[MATERIAL PROVIDED]
Start of Block

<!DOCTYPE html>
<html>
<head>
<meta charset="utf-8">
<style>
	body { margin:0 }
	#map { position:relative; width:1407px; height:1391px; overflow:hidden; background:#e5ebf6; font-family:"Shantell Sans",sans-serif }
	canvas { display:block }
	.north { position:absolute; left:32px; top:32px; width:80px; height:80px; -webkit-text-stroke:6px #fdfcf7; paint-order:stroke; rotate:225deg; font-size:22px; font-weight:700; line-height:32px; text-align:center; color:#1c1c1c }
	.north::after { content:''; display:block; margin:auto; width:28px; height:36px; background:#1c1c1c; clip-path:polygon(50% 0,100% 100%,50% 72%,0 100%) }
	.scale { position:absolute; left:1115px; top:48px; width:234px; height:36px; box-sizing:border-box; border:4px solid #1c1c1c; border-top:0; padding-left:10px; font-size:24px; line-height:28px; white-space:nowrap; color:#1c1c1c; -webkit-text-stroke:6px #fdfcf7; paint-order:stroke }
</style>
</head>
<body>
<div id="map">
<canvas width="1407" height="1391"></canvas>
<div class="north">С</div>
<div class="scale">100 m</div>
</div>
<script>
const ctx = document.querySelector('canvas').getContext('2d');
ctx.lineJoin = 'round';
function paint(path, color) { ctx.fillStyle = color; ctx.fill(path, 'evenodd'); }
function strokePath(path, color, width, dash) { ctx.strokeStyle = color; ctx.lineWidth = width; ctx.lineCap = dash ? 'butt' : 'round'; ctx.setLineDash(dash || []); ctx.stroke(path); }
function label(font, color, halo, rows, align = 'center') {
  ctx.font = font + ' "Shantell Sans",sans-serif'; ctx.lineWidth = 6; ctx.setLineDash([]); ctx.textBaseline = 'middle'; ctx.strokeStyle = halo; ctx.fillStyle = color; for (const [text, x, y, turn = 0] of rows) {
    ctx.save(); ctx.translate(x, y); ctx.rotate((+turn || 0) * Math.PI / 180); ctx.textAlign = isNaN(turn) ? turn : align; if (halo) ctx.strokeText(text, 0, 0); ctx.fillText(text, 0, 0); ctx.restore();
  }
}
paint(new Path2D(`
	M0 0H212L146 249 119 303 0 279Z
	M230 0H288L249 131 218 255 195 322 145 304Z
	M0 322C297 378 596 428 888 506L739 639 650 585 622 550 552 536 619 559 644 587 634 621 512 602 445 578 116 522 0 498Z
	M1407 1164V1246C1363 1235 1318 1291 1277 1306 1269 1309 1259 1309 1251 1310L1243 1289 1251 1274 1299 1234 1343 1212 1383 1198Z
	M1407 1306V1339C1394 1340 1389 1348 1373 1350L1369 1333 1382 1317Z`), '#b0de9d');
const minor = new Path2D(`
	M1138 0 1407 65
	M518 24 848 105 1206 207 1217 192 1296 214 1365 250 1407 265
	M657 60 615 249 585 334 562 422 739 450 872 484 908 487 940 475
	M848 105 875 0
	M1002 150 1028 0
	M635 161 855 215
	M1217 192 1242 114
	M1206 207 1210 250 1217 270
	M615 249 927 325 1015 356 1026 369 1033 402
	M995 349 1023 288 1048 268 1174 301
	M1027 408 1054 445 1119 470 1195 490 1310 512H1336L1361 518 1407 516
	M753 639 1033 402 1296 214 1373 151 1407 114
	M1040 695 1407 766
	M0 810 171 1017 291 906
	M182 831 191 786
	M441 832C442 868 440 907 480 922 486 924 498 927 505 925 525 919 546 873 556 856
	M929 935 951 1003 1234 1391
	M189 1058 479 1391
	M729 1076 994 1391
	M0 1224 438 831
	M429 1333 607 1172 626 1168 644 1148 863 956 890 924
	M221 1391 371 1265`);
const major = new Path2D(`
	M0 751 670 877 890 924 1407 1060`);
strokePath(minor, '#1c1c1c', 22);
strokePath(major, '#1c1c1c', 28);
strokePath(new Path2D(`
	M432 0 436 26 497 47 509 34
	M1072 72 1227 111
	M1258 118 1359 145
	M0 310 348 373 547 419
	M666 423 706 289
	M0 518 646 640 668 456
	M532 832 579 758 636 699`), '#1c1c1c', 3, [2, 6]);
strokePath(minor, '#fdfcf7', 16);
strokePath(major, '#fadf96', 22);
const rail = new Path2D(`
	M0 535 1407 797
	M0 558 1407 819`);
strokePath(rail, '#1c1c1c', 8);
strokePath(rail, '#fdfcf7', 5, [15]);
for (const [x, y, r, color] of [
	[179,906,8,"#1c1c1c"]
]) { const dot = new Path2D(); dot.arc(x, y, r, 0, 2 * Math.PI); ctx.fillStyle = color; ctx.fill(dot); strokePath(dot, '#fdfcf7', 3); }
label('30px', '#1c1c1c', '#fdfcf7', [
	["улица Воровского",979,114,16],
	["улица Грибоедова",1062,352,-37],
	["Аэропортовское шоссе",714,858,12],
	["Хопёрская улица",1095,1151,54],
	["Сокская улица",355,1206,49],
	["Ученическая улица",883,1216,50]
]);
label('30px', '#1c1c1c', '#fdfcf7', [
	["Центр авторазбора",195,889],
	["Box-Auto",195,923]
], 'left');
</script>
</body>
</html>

End of Block

[WHAT YOU WILL DO]
Which lines above contain the word "center"? Show each of them.

[RESULT FOR THIS EXERCISE]
	.north { position:absolute; left:32px; top:32px; width:80px; height:80px; -webkit-text-stroke:6px #fdfcf7; paint-order:stroke; rotate:225deg; font-size:22px; font-weight:700; line-height:32px; text-align:center; color:#1c1c1c }
function label(font, color, halo, rows, align = 'center') {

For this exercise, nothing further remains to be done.